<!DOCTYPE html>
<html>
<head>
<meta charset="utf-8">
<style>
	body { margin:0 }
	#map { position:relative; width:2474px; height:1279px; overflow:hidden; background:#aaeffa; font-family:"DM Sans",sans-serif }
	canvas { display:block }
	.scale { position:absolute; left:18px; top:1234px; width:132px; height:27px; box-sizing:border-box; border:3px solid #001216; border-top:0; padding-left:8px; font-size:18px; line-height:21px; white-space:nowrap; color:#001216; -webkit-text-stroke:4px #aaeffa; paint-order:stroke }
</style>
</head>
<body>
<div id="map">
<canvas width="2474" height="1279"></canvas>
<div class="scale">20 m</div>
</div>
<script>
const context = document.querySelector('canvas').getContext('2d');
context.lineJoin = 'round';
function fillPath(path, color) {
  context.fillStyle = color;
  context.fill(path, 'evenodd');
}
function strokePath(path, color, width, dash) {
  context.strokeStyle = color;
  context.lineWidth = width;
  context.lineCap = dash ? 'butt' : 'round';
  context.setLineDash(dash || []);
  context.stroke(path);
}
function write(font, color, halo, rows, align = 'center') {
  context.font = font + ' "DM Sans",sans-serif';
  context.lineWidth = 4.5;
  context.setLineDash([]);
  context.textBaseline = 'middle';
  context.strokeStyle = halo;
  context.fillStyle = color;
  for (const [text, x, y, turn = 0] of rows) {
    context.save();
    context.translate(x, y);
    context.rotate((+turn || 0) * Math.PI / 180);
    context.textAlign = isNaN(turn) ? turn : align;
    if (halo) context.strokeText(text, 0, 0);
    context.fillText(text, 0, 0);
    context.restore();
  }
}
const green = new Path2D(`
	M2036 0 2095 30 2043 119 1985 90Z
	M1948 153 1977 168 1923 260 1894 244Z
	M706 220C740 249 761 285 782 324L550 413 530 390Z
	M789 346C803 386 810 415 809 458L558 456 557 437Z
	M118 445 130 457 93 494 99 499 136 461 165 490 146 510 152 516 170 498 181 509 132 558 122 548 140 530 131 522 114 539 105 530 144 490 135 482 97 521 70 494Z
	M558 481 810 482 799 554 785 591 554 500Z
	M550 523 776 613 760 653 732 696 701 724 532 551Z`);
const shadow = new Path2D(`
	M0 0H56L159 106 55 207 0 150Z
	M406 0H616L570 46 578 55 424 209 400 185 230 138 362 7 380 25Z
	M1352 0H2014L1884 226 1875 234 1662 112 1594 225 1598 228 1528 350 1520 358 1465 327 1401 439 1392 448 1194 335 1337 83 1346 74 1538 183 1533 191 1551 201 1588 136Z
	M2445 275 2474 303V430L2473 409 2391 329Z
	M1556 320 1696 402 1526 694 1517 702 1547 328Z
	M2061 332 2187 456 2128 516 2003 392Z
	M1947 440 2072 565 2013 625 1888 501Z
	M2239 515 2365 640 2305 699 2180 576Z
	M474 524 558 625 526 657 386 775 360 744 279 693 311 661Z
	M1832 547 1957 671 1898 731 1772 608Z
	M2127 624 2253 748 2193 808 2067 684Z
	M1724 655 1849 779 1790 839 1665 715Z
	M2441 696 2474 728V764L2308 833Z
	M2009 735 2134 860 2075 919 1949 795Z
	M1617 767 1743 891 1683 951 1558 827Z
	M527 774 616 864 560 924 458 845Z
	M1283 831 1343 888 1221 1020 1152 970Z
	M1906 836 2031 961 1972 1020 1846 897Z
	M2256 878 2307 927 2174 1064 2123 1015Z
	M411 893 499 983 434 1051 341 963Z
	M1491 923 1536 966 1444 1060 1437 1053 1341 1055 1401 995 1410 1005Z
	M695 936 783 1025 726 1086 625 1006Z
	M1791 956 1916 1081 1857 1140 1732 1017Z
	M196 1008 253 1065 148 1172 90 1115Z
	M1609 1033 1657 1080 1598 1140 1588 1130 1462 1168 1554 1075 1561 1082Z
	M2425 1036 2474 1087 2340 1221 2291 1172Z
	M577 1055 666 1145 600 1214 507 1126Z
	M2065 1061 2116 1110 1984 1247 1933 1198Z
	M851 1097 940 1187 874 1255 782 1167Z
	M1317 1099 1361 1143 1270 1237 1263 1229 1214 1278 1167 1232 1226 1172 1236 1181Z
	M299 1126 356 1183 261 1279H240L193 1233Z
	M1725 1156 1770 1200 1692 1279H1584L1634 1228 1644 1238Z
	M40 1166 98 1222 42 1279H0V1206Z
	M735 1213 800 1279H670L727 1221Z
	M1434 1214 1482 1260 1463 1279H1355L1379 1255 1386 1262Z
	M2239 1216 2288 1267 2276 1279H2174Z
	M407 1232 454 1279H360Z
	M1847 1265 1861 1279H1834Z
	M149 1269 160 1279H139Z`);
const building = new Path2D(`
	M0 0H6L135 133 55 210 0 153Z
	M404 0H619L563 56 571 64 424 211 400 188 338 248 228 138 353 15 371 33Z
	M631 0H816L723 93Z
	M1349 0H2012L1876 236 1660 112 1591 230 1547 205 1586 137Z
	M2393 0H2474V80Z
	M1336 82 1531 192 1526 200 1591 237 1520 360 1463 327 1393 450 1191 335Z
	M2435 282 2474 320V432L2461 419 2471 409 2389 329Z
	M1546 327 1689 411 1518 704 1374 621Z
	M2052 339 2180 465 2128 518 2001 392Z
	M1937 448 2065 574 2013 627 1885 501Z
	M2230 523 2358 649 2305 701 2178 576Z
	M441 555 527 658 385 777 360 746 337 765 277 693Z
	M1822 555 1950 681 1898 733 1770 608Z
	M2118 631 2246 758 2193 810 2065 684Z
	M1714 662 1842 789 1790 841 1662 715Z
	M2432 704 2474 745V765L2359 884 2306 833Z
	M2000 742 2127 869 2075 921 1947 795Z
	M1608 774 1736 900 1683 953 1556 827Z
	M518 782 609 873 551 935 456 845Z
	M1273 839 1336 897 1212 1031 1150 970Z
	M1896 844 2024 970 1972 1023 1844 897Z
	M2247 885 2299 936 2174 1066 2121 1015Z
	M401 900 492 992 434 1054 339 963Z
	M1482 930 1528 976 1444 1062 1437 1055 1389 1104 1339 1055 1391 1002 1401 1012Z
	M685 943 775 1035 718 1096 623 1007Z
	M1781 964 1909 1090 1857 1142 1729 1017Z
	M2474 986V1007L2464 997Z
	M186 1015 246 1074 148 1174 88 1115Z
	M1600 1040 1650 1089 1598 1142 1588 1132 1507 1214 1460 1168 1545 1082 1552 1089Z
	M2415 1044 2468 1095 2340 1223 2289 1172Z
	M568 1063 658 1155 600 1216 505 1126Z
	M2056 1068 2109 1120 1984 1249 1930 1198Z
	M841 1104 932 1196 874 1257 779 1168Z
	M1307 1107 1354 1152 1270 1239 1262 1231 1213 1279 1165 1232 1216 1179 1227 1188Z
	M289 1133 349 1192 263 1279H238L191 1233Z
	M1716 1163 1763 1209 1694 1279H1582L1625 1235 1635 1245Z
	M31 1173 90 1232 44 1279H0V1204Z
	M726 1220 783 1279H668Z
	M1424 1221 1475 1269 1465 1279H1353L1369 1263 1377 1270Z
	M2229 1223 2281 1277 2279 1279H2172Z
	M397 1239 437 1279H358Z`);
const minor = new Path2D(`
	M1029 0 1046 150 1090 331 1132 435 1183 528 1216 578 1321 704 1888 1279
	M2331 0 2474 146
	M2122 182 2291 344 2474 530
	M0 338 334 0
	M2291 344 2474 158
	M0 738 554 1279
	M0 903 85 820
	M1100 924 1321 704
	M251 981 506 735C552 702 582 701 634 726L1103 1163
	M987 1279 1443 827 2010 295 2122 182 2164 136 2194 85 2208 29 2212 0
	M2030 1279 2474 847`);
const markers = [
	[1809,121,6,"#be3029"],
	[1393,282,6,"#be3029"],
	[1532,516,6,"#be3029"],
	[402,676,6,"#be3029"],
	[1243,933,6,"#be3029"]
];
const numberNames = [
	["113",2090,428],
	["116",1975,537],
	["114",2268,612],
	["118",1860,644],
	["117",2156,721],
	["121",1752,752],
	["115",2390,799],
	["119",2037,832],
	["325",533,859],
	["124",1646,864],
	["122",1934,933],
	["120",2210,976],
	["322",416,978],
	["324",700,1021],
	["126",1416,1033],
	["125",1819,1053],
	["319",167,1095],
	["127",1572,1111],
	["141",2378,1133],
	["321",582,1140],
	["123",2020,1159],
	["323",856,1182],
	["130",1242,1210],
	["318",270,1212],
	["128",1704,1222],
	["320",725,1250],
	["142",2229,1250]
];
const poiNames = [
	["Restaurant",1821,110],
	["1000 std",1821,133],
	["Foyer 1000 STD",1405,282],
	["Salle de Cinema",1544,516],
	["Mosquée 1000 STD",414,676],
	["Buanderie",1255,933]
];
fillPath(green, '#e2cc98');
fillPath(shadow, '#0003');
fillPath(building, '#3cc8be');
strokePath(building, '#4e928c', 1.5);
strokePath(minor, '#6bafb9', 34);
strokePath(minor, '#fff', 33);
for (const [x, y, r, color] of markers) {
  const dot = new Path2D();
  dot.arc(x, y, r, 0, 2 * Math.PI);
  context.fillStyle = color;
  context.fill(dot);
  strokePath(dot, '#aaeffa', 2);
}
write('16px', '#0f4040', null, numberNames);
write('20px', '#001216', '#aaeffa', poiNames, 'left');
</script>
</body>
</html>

.....

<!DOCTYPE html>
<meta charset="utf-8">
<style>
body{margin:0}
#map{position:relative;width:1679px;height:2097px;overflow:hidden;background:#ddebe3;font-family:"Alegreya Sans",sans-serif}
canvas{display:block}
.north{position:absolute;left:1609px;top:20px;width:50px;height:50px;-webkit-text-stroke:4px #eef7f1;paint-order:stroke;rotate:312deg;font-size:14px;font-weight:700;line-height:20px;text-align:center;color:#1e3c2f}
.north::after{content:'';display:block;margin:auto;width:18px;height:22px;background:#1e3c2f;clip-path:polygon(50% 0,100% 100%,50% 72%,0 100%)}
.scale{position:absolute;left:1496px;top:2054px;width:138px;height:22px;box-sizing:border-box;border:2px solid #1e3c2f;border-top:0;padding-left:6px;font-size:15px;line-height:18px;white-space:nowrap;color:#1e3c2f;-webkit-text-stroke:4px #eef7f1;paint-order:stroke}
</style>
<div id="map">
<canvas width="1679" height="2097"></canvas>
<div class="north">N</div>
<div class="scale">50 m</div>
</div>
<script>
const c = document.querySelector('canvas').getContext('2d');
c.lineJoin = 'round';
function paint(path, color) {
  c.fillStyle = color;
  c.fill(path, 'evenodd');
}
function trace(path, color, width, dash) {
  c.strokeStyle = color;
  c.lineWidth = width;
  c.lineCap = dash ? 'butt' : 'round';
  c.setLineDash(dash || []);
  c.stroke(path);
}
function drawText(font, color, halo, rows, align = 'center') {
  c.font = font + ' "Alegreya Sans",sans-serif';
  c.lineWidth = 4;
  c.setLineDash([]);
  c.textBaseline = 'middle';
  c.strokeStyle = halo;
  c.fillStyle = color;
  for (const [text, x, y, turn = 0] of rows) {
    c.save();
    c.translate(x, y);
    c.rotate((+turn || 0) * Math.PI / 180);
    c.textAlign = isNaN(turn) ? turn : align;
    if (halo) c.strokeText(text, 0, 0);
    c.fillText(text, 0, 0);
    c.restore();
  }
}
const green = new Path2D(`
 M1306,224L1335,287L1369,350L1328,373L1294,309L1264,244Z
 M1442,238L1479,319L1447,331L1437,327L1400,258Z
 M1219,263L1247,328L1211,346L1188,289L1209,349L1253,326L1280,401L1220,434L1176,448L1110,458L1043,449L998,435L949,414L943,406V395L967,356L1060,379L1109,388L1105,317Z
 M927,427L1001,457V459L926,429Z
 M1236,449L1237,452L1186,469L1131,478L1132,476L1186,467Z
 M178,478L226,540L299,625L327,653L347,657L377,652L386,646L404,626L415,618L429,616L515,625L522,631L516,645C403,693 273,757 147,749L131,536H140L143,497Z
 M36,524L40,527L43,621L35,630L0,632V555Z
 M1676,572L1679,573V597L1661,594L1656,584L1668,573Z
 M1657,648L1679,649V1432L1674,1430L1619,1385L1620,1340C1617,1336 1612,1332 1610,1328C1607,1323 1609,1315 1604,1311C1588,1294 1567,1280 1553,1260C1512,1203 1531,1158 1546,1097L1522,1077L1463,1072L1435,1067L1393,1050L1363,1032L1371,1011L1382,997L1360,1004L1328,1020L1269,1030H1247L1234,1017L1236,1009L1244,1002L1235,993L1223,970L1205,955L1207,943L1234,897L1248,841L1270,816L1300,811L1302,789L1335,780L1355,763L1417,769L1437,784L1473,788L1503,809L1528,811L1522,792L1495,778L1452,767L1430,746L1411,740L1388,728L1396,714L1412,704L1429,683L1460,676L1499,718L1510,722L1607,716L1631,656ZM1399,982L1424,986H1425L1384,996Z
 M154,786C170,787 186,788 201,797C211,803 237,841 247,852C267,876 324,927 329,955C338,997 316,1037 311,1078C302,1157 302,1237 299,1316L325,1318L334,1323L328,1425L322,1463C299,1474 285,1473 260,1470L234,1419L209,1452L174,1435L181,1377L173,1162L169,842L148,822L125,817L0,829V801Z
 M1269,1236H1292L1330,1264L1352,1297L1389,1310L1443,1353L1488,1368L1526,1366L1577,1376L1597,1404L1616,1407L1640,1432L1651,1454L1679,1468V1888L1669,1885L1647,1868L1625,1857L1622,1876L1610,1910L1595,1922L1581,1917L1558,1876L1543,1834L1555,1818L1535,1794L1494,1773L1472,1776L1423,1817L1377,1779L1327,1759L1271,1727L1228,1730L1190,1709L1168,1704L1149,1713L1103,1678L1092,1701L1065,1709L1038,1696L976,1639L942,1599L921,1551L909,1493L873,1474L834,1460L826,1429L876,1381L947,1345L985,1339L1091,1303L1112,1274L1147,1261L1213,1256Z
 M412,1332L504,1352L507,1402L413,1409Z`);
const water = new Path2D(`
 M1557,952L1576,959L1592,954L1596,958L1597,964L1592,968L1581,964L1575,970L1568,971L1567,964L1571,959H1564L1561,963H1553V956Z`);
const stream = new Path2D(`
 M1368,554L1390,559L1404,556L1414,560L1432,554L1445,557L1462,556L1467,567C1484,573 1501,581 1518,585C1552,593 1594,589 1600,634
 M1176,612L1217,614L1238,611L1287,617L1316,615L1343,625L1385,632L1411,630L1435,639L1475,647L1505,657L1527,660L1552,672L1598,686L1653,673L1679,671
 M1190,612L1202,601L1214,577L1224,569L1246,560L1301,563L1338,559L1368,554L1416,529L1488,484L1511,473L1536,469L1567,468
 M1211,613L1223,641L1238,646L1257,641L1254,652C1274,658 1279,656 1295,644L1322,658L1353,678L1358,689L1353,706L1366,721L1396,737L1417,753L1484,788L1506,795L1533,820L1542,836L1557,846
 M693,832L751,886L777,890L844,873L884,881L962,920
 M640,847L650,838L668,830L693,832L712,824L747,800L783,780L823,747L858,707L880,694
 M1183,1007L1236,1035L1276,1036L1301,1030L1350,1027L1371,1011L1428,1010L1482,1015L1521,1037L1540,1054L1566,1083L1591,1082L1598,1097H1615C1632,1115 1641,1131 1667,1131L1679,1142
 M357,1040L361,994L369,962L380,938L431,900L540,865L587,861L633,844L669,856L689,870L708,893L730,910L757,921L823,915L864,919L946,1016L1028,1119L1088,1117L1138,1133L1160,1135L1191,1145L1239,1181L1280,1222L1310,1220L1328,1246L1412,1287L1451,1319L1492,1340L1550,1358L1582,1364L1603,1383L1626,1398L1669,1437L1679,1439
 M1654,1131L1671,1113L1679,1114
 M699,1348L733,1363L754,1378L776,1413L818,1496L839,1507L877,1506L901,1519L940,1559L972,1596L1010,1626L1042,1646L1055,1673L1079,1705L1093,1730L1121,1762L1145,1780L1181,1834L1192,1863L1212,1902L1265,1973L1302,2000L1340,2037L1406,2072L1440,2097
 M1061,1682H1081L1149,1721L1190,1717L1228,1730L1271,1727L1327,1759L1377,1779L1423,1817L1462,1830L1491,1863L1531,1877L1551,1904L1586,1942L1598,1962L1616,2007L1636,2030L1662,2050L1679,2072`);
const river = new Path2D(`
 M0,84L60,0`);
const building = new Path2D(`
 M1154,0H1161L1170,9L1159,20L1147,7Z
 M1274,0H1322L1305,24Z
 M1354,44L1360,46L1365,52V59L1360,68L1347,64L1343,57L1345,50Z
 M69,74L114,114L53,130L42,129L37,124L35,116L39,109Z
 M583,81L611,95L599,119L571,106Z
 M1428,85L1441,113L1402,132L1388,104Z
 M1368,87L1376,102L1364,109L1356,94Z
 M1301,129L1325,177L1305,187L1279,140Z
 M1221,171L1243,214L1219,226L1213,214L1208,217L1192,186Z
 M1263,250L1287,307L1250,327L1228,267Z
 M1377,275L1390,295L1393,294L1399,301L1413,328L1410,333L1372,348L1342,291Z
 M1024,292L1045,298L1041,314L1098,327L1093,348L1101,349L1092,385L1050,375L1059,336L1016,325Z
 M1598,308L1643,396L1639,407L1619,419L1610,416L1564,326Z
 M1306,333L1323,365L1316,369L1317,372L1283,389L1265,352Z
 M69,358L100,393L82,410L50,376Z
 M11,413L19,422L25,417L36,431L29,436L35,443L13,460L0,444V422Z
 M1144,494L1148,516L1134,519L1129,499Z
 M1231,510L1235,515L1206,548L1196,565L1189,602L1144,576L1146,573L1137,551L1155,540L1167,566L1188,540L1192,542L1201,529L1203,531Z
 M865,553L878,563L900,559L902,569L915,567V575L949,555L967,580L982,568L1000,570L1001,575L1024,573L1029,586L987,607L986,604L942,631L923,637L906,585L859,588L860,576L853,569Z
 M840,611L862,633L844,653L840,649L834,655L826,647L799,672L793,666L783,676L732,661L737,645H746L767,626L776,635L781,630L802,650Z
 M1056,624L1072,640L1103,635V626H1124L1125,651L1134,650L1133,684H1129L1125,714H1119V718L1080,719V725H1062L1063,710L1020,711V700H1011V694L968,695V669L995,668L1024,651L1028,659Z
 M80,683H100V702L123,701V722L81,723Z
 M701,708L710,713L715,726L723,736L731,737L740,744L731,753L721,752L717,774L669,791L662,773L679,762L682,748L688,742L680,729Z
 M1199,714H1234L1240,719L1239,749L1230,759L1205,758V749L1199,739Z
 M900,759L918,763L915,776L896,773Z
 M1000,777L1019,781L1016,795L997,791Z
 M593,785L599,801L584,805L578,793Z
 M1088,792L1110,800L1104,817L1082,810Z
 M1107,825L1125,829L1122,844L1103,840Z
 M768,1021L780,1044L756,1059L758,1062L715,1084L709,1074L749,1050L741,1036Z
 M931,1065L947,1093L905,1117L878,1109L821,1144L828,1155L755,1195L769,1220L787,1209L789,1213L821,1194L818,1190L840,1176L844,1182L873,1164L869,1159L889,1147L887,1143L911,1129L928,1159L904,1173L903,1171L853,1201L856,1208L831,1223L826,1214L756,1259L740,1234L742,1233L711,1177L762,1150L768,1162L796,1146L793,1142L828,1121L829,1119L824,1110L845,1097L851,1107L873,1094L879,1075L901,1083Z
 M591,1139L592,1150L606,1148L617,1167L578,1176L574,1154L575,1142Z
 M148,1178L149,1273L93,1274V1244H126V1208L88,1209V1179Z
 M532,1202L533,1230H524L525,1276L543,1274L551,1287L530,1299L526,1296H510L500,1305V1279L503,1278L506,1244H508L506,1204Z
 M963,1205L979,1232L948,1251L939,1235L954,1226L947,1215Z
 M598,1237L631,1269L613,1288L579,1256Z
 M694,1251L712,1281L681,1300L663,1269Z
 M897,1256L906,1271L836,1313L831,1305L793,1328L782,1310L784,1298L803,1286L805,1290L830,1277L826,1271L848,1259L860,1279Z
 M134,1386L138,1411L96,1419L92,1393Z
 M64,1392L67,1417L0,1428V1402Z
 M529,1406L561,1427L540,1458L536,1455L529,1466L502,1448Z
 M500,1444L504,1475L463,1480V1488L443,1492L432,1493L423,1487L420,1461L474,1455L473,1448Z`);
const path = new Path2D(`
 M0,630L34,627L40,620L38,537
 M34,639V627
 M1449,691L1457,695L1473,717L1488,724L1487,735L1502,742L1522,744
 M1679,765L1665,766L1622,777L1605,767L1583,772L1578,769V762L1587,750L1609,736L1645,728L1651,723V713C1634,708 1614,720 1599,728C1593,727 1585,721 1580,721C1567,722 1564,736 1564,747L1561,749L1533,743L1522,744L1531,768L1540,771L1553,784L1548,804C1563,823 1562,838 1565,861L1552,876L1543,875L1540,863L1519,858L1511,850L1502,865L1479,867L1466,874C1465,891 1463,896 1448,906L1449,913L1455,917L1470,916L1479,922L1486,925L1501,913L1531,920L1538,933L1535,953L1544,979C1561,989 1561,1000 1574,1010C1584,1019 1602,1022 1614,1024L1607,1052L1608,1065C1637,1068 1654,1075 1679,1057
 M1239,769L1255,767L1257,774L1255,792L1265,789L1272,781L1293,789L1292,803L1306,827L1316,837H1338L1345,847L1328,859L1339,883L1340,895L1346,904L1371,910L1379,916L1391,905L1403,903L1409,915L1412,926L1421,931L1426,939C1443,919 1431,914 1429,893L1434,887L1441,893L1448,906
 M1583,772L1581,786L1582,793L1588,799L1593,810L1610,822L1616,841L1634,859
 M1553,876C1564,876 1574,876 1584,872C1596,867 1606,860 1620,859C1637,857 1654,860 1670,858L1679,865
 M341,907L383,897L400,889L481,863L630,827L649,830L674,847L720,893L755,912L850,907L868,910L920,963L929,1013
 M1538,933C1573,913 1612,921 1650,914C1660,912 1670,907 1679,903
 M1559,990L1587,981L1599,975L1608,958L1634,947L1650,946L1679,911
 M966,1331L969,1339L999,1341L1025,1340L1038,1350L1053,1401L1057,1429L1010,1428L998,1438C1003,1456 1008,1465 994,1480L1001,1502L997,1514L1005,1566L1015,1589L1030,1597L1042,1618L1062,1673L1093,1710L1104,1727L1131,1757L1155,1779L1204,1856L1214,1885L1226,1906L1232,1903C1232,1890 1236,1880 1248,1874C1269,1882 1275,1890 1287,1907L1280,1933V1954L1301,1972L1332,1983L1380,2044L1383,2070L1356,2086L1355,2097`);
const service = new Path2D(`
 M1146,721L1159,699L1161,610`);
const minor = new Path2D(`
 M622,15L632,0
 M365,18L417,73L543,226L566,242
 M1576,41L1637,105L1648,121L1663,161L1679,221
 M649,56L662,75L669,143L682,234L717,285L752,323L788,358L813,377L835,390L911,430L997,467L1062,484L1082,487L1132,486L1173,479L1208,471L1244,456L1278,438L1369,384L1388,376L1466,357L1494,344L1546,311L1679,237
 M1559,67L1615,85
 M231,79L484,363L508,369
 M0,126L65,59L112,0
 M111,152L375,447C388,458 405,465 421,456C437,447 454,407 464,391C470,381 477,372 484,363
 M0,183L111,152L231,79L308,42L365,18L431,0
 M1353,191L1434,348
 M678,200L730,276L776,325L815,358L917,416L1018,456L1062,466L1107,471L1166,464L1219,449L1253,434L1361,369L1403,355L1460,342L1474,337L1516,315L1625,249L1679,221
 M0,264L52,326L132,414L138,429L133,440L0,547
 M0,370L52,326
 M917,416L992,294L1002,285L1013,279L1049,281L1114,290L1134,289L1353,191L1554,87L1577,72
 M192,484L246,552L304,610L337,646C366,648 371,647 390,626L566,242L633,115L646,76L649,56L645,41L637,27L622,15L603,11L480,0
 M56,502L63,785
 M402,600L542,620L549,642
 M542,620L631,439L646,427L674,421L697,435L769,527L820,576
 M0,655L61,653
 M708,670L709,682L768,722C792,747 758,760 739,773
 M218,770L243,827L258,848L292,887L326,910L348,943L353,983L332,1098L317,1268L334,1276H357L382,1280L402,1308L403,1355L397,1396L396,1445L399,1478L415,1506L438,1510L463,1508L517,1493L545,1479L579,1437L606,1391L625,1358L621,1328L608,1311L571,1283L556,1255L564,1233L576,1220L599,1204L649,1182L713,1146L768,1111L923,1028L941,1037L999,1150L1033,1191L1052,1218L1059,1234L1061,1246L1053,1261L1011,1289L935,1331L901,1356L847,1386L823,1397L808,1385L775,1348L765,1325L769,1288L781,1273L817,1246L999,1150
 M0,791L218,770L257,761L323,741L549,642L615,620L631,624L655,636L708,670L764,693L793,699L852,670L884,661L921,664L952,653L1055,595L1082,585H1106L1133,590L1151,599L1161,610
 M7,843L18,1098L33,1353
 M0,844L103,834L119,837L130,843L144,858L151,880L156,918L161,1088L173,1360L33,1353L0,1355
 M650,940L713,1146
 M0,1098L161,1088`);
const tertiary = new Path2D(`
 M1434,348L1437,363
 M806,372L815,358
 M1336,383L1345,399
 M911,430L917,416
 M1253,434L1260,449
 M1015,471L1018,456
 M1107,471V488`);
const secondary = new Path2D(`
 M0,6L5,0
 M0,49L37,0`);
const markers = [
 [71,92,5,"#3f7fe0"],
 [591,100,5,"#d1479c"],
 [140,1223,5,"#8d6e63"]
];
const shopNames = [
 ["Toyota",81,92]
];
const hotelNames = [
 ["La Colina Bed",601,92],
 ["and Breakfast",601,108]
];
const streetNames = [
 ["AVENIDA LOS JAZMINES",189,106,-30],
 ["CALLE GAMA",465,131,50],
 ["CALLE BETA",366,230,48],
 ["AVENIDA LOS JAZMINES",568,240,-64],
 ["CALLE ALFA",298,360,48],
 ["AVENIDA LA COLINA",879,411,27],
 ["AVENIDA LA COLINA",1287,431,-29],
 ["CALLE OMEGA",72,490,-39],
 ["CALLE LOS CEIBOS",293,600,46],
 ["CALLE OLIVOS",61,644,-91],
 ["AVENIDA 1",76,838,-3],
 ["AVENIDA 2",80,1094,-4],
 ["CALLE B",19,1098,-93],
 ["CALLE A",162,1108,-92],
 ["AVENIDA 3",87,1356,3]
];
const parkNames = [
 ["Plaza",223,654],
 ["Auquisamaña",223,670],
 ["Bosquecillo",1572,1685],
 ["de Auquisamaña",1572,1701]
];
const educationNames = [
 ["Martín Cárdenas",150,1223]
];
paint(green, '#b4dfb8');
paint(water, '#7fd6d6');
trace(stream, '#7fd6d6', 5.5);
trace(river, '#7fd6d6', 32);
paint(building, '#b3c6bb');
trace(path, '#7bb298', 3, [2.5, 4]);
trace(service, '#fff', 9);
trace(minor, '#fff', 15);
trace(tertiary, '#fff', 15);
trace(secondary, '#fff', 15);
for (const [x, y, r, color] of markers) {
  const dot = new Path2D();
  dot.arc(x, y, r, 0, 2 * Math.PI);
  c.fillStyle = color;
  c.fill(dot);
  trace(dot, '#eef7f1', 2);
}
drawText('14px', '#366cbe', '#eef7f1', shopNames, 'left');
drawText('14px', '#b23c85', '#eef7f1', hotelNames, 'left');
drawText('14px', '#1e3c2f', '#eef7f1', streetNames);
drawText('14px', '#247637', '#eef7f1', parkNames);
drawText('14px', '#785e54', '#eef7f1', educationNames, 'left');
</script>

.....

#### TASK GOAL
From the listing above, the lines starting with the one that has "c.setLineDash(dash || []);" and running through the one that has "M1676,572L1679,573V597L1661,594L1656,584L1668,573Z" should be copied exactly, ends included.

#### SOLUTION FOR THIS PROBLEM
  c.setLineDash(dash || []);
  c.stroke(path);
}
function drawText(font, color, halo, rows, align = 'center') {
  c.font = font + ' "Alegreya Sans",sans-serif';
  c.lineWidth = 4;
  c.setLineDash([]);
  c.textBaseline = 'middle';
  c.strokeStyle = halo;
  c.fillStyle = color;
  for (const [text, x, y, turn = 0] of rows) {
    c.save();
    c.translate(x, y);
    c.rotate((+turn || 0) * Math.PI / 180);
    c.textAlign = isNaN(turn) ? turn : align;
    if (halo) c.strokeText(text, 0, 0);
    c.fillText(text, 0, 0);
    c.restore();
  }
}
const green = new Path2D(`
 M1306,224L1335,287L1369,350L1328,373L1294,309L1264,244Z
 M1442,238L1479,319L1447,331L1437,327L1400,258Z
 M1219,263L1247,328L1211,346L1188,289L1209,349L1253,326L1280,401L1220,434L1176,448L1110,458L1043,449L998,435L949,414L943,406V395L967,356L1060,379L1109,388L1105,317Z
 M927,427L1001,457V459L926,429Z
 M1236,449L1237,452L1186,469L1131,478L1132,476L1186,467Z
 M178,478L226,540L299,625L327,653L347,657L377,652L386,646L404,626L415,618L429,616L515,625L522,631L516,645C403,693 273,757 147,749L131,536H140L143,497Z
 M36,524L40,527L43,621L35,630L0,632V555Z
 M1676,572L1679,573V597L1661,594L1656,584L1668,573Z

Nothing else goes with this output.